Theorem 2.1. Let $A\sim P$ and consider testing $H_0\;:\;\tilde \gamma (P)\leq \gamma _0$ as in ( 9 ). Let A1 and A2 be true and consider the cutoff:

(11)

\begin{equation} C = \left (\gamma _0+\frac{k_n}{K_n\hat p}\right )(1+\epsilon ) \end{equation}

where $k_n=\{(\log K_n)/n\}^{1/2}$ and arbitrarily small $\epsilon \gt 0$ chosen by the user. Then when the null hypothesis is true $(\tilde \gamma (P)\leq \gamma _0)$ , the type I error goes to 0, that is, for any $\eta \gt 0$ ,

\begin{equation*} \lim _{n\to \infty }\mathsf {P}\{\tilde T(A) \gt C\mid H_0\}\leq \eta . \end{equation*}

If the alternative hypothesis is true $(\tilde \gamma (P)\gt \gamma _0)$ , then the power goes to 1, that is,

\begin{equation*} \lim _{n\to \infty }\mathsf {P}\{\tilde T(A) \gt C\mid H_1\} \gt 1- \eta . \end{equation*}

A proof of the theorem, as well as proofs of all subsequent theoretical results, are left to the Supplemental Materials. The proof approximates the cutoff under the null hypothesis using a union bound and then leverages Hoeffding’s inequality to show that the probability of failing to reject under the alternative hypothesis goes to 0. The cutoff depends on $K$ and, for theoretical purposes, we assume that $K$ is known. In practice, we run a community detection algorithm on the network (e.g., Fast Greedy algorithm of (Clauset et al., Reference Clauset, Newman and Moore2004)) and then use the number of communities returned by this algorithm, $\hat K$ , to find $\tilde T(A)$ and construct the threshold. Additionally, A3 ensures that the $k_n/(K\hat p)$ term converges to 0 such that $C\to \gamma _0$ as $n\to \infty$ . In practice, we confirm the necessity of this assumption as this test has larger power for denser networks (large $\hat p$ ) and more communities.

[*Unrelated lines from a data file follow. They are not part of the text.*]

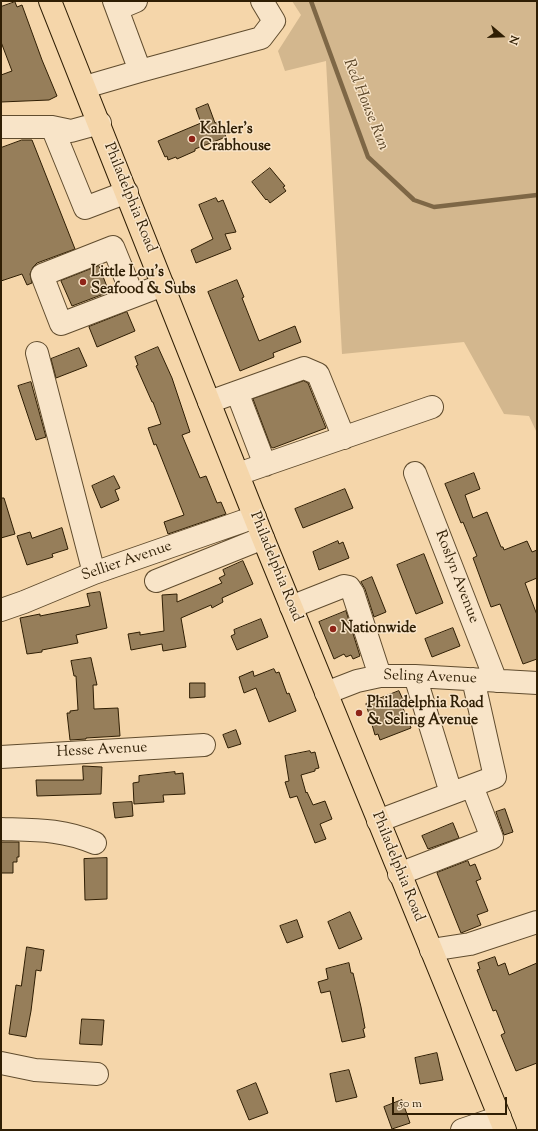 <!DOCTYPE html>
<meta charset="utf-8">
<style>
body{margin:0}
#map{position:relative;width:538px;height:1131px;overflow:hidden;background:#f5d6aa;font-family:"Sorts Mill Goudy",serif}
canvas{display:block}
.frame{position:absolute;inset:0;border:2px solid #2f1e04;pointer-events:none}
.north{position:absolute;left:482px;top:16px;width:40px;height:40px;-webkit-text-stroke:3px #f8e4c8;paint-order:stroke;rotate:109deg;font-size:11px;font-weight:700;line-height:16px;text-align:center;color:#2f1e04}
.north::after{content:'';display:block;margin:auto;width:14px;height:18px;background:#2f1e04;clip-path:polygon(50% 0,100% 100%,50% 72%,0 100%)}
.scale{position:absolute;left:392px;top:1097px;width:115px;height:18px;box-sizing:border-box;border:2px solid #2f1e04;border-top:0;padding-left:5px;font-size:12px;line-height:14px;white-space:nowrap;color:#2f1e04;-webkit-text-stroke:3px #f8e4c8;paint-order:stroke}
</style>
<div id="map">
<canvas width="538" height="1131"></canvas>
<div class="frame"></div>
<div class="north">N</div>
<div class="scale">50 m</div>
</div>
<script>
const g = document.querySelector('canvas').getContext('2d');
g.lineJoin = 'round';
function fill(path, color) {
  g.fillStyle = color;
  g.fill(path, 'evenodd');
}
function strokePath(path, color, width, dash) {
  g.strokeStyle = color;
  g.lineWidth = width;
  g.lineCap = dash ? 'butt' : 'round';
  g.setLineDash(dash || []);
  g.stroke(path);
}
function label(font, color, halo, rows, align = 'center') {
  g.font = font + ' "Sorts Mill Goudy",serif';
  g.lineWidth = 3;
  g.setLineDash([]);
  g.textBaseline = 'middle';
  g.strokeStyle = halo;
  g.fillStyle = color;
  for (const [text, x, y, turn = 0] of rows) {
    g.save();
    g.translate(x, y);
    g.rotate((+turn || 0) * Math.PI / 180);
    g.textAlign = isNaN(turn) ? turn : align;
    if (halo) g.strokeText(text, 0, 0);
    g.fillText(text, 0, 0);
    g.restore();
  }
}
const green = new Path2D(`
 M 292,1 L 537,1 L 537,433 L 529,416 L 504,414 L 464,342 L 342,354 L 326,61 L 285,71 L 278,51 L 301,15 Z`);
const stream = new Path2D(`
 M 311,1 L 368,157 L 414,200 L 434,207 L 537,195`);
const building = new Path2D(`
 M 15,2 L 17,7 L 22,5 L 42,60 L 57,96 L 49,100 L 1,102 L 1,75 L 12,71 L 1,42 L 1,7 Z
 M 208,104 L 215,123 L 219,121 L 226,137 L 195,149 L 195,151 L 177,159 L 176,157 L 168,160 L 167,156 L 165,157 L 158,141 L 201,123 L 196,109 Z
 M 22,140 L 32,140 L 75,249 L 37,263 L 33,267 L 30,274 L 32,283 L 27,285 L 22,274 L 1,281 L 1,148 Z
 M 270,168 L 285,186 L 283,187 L 286,191 L 270,203 L 267,199 L 266,200 L 252,182 Z
 M 216,198 L 218,202 L 223,200 L 236,232 L 225,234 L 231,249 L 196,263 L 191,250 L 213,239 L 199,205 Z
 M 99,266 L 109,292 L 72,306 L 61,281 Z
 M 237,280 L 244,297 L 242,298 L 259,341 L 295,326 L 301,342 L 273,353 L 274,357 L 240,371 L 208,292 Z
 M 127,312 L 135,331 L 97,347 L 89,327 Z
 M 158,347 L 172,378 L 190,432 L 182,435 L 200,478 L 206,476 L 217,503 L 221,502 L 226,514 L 168,534 L 164,522 L 184,515 L 156,444 L 154,445 L 148,428 L 161,424 L 153,402 L 152,402 L 136,366 L 138,365 L 135,357 Z
 M 79,348 L 87,366 L 56,378 L 51,359 Z
 M 304,381 L 308,383 L 326,428 L 273,448 L 271,447 L 253,399 Z
 M 31,382 L 46,437 L 36,440 L 18,386 Z
 M 474,473 L 480,489 L 465,495 L 473,518 L 487,512 L 501,547 L 503,547 L 504,550 L 527,541 L 532,552 L 537,550 L 537,578 L 525,583 L 537,615 L 537,659 L 523,664 L 500,604 L 491,607 L 473,558 L 477,556 L 463,522 L 461,523 L 445,484 Z
 M 114,476 L 120,488 L 115,490 L 119,500 L 101,508 L 92,486 Z
 M 345,489 L 353,508 L 303,528 L 295,509 Z
 M 1,498 L 4,498 L 15,534 L 1,538 Z
 M 62,528 L 68,549 L 52,554 L 53,557 L 27,565 L 17,536 L 30,532 L 32,538 Z
 M 338,541 L 339,544 L 343,542 L 349,558 L 319,570 L 313,552 Z
 M 424,554 L 443,603 L 416,614 L 397,565 Z
 M 243,561 L 253,584 L 222,598 L 223,602 L 212,608 L 211,605 L 181,618 L 186,647 L 163,651 L 162,644 L 131,650 L 128,634 L 140,632 L 140,635 L 164,631 L 162,595 L 177,594 L 177,602 L 222,583 L 219,578 L 225,575 L 223,570 Z
 M 372,577 L 386,612 L 374,617 L 365,589 L 361,582 Z
 M 100,592 L 107,628 L 76,635 L 78,643 L 42,650 L 42,652 L 27,654 L 20,618 L 40,614 L 40,616 L 90,606 L 87,594 Z
 M 346,611 L 360,656 L 353,659 L 351,655 L 346,657 L 344,654 L 334,659 L 319,622 Z
 M 261,619 L 268,637 L 237,650 L 231,636 L 235,634 L 234,630 Z
 M 453,628 L 460,646 L 432,657 L 425,639 Z
 M 91,658 L 97,685 L 93,685 L 94,709 L 118,708 L 120,736 L 86,738 L 86,739 L 70,740 L 67,713 L 70,713 L 70,711 L 78,710 L 76,676 L 74,676 L 71,661 Z
 M 274,669 L 276,673 L 279,672 L 287,694 L 289,693 L 296,711 L 269,722 L 256,688 L 244,693 L 239,677 L 253,671 L 254,676 Z
 M 190,683 L 205,683 L 205,697 L 190,698 Z
 M 399,691 L 404,702 L 401,703 L 411,728 L 380,740 L 378,734 L 375,735 L 366,704 Z
 M 236,730 L 241,744 L 228,748 L 223,735 Z
 M 310,751 L 311,753 L 315,752 L 319,768 L 315,769 L 315,771 L 301,775 L 306,793 L 307,792 L 313,805 L 325,801 L 332,819 L 320,824 L 326,839 L 315,843 L 297,796 L 290,798 L 285,782 L 289,781 L 285,756 Z
 M 83,766 L 102,767 L 101,794 L 37,796 L 36,780 L 83,780 Z
 M 175,772 L 175,774 L 183,773 L 185,794 L 163,795 L 164,802 L 134,804 L 133,783 L 139,782 L 139,776 Z
 M 132,802 L 133,816 L 115,818 L 113,803 Z
 M 505,809 L 513,832 L 504,835 L 496,812 Z
 M 453,823 L 459,838 L 428,849 L 422,836 Z
 M 1,842 L 19,842 L 19,857 L 17,857 L 17,862 L 13,862 L 13,873 L 1,873 Z
 M 107,858 L 107,899 L 85,900 L 84,859 Z
 M 468,861 L 470,866 L 475,864 L 481,879 L 476,881 L 488,911 L 477,915 L 481,925 L 461,933 L 437,873 Z
 M 350,912 L 362,939 L 339,949 L 328,922 Z
 M 297,920 L 303,937 L 287,943 L 280,926 Z
 M 27,947 L 44,950 L 41,971 L 36,970 L 31,1011 L 26,1037 L 9,1034 L 16,985 L 21,986 Z
 M 495,957 L 498,966 L 505,963 L 509,975 L 537,963 L 537,1063 L 516,1071 L 501,1035 L 505,1033 L 496,1010 L 493,1011 L 477,970 L 480,969 L 478,963 Z
 M 349,963 L 351,973 L 353,973 L 361,1007 L 365,1028 L 363,1029 L 365,1037 L 342,1042 L 330,991 L 321,993 L 318,982 L 328,979 L 326,969 Z
 M 82,1019 L 104,1020 L 102,1045 L 80,1044 Z
 M 437,1053 L 443,1080 L 420,1084 L 415,1058 Z
 M 349,1070 L 357,1097 L 336,1102 L 330,1074 Z
 M 256,1083 L 268,1113 L 249,1120 L 237,1091 Z
 M 402,1100 L 410,1123 L 392,1129 L 384,1107 Z`);
const minor = new Path2D(`
 M 114,1 L 140,71
 M 117,9 L 136,1
 M 85,87 L 140,71 L 261,38 L 274,21 L 262,1
 M 1,127 L 52,127 L 71,131 L 100,123
 M 52,127 L 85,208 L 127,192
 M 133,296 L 113,247 L 42,275 L 61,324 L 163,285
 M 37,353 L 94,573
 M 237,392 L 265,465
 M 209,402 L 304,368 L 318,374 L 344,438
 M 415,473 L 496,681
 M 238,474 L 432,407
 M 156,581 L 263,538
 M 291,607 L 344,586 L 349,587 L 353,593 L 380,676
 M 1,610 L 24,602 L 94,573 L 255,517
 M 415,676 L 451,793
 M 326,693 L 357,681 L 380,676 L 415,676 L 537,683
 M 1,757 L 204,745
 M 378,821 L 495,777 L 473,679
 M 1,829 C 35,830 63,829 95,843
 M 399,874 L 492,838 L 472,786
 M 431,950 L 470,944 L 537,922
 M 1,1063 L 35,1070 L 97,1074
 M 462,1130 L 500,1117`);
const major = new Path2D(`
 M 50,1 L 263,538 L 505,1130`);
const markers = [
 [192,139,4,"#8f2418"],
 [83,282,4,"#8f2418"],
 [333,629,4,"#8f2418"],
 [359,713,4,"#8f2418"]
];
const poiNames = [
 ["Kahler’s",200,130],
 ["Crabhouse",200,147],
 ["Little Lou’s",91,273],
 ["Seafood & Subs",91,290],
 ["Nationwide",341,629],
 ["Philadelphia Road",367,704],
 ["& Seling Avenue",367,721]
];
const streetNames = [
 ["Philadelphia Road",129,198,68],
 ["Sellier Avenue",127,562,-19],
 ["Philadelphia Road",275,567,68],
 ["Roslyn Avenue",456,577,69],
 ["Seling Avenue",430,678,2],
 ["Hesse Avenue",102,751,-3],
 ["Philadelphia Road",397,867,68]
];
const waterNames = [
 ["Red House Run",365,105,68]
];
fill(green, '#d3b78e');
strokePath(stream, '#7e6746', 4.5);
fill(building, '#967e5a');
strokePath(building, '#2f1e04', 1);
strokePath(minor, '#604c2e', 24);
strokePath(major, '#2f1e04', 24);
strokePath(minor, '#f8e4c8', 22);
strokePath(major, '#f5d6aa', 22);
for (const [x, y, r, color] of markers) {
  const dot = new Path2D();
  dot.arc(x, y, r, 0, 2 * Math.PI);
  g.fillStyle = color;
  g.fill(dot);
  strokePath(dot, '#f8e4c8', 1.5);
}
label('bold 15px', '#2f1e04', '#f8e4c8', poiNames, 'left');
label('15px', '#2f1e04', '#f8e4c8', streetNames);
label('italic 16px', '#5d482a', '#f8e4c8', waterNames);
</script>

This test is fundamentally different from existing ones in the literature because the practitioner chooses the value of $\gamma _0$ for her particular problem, inducing a model-agnostic test. In other words, the null hypothesis is not a baseline model, but instead a baseline quantity of community structure in the network-generating process. Since the $\mathsf{E2D2}$ parameter has a natural connection to community structure, this test is also more easily interpretable with respect to this feature. Indeed, rejecting the null hypothesis means that the data-generating matrix for the observed network has greater community structure (as measured by the $\mathsf{E2D2}$ parameter) than some baseline value ( $\gamma _0$ ).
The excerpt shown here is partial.